Hoofdstuk 2. Voorzieningenpakket
Artikel 2
Voorzieningen worden verleend in de vorm van:
a. leefvoorzieningen als bedoeld in hoofdstuk 3;
(…)
b. werkvoorzieningen als bedoeld in hoofdstuk 4;
c. voorzieningen ter zake van de kosten van geneeskundige verzorging als bedoeld in hoofdstuk 4a;
d. bijzondere voorzieningen als bedoeld in hoofdstuk 5.
Artikel 3
Een voorziening als bedoeld in artikel 2 wordt slechts verleend indien:
a. de verstrekking daarvan in verband met de aanwezige invaliditeit om medische dan welsociaal-medische redenen aangewezen is;
b. deze in overwegende mate op het individu gericht is;
c. deze voor langere tijd noodzakelijk is;
d. deze voor de betrokkene niet algemeen gebruikelijk is;
e. deze door betrokkene vooraf is aangevraagd. Ambtshalve toekenning kan plaatsvinden indien tijdens een medisch onderzoek in verband met de invaliditeit van betrokkenede medische noodzaak komt vast te staan;
f. deze de meest goedkope adequate is. De verstrekking kan hierdoor afwijken van de aangevraagde voorziening.

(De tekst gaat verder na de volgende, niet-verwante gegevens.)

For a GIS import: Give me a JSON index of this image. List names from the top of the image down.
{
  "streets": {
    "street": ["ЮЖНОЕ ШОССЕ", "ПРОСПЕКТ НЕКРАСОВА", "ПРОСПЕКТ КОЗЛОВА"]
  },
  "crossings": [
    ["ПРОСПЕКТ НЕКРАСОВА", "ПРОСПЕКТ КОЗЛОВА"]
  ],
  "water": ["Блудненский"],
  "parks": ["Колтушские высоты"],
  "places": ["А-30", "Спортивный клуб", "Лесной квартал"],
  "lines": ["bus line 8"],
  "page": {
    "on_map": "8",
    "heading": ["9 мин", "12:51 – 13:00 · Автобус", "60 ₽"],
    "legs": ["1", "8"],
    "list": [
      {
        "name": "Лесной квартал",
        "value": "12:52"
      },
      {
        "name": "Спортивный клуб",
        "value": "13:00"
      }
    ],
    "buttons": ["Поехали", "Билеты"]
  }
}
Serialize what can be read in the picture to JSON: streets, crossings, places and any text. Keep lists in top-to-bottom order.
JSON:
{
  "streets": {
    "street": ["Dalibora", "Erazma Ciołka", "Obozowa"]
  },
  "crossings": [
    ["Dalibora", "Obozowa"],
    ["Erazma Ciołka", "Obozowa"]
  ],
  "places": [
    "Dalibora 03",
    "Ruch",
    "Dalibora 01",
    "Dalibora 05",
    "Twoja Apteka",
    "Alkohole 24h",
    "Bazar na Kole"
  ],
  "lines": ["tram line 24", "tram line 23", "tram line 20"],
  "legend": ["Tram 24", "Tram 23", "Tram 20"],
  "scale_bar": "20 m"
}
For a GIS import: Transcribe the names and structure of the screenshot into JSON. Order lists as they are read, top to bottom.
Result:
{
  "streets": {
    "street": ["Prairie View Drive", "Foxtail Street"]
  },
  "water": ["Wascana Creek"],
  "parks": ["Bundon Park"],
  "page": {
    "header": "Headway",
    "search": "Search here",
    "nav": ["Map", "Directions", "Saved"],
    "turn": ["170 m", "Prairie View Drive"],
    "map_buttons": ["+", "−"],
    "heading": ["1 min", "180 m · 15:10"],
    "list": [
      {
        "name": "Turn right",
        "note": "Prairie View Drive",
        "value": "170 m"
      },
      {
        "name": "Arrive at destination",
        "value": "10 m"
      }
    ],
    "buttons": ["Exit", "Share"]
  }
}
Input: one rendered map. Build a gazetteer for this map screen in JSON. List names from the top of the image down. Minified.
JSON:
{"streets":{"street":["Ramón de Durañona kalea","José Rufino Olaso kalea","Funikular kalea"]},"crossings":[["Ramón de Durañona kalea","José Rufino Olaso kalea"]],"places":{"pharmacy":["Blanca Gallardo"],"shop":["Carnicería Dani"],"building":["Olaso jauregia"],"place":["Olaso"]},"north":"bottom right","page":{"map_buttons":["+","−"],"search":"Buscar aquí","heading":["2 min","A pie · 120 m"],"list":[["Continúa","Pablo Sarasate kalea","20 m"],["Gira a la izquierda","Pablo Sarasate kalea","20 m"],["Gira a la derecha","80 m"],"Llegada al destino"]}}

Regeling dienstverbandaanspraken geneeskundige verzorging

Artikel 1
De niet in werkelijke dienst verblijvende militair of de gewezen militair bedoeld in artikel 104 van het Algemeen militair ambtenarenreglement kan zijn in dat artikel bedoelde aanspraak uitsluitend geldend maken indien:
a. hij in voldoende mate is verzekerd tegen ziektekosten;
b. de kosten van geneeskundige verzorging ter zake van de ziekte of het gebrek waarvoor verband is aangenomen met de uitoefening van de militaire dienst niet door zijn verzekering zijn gedekt.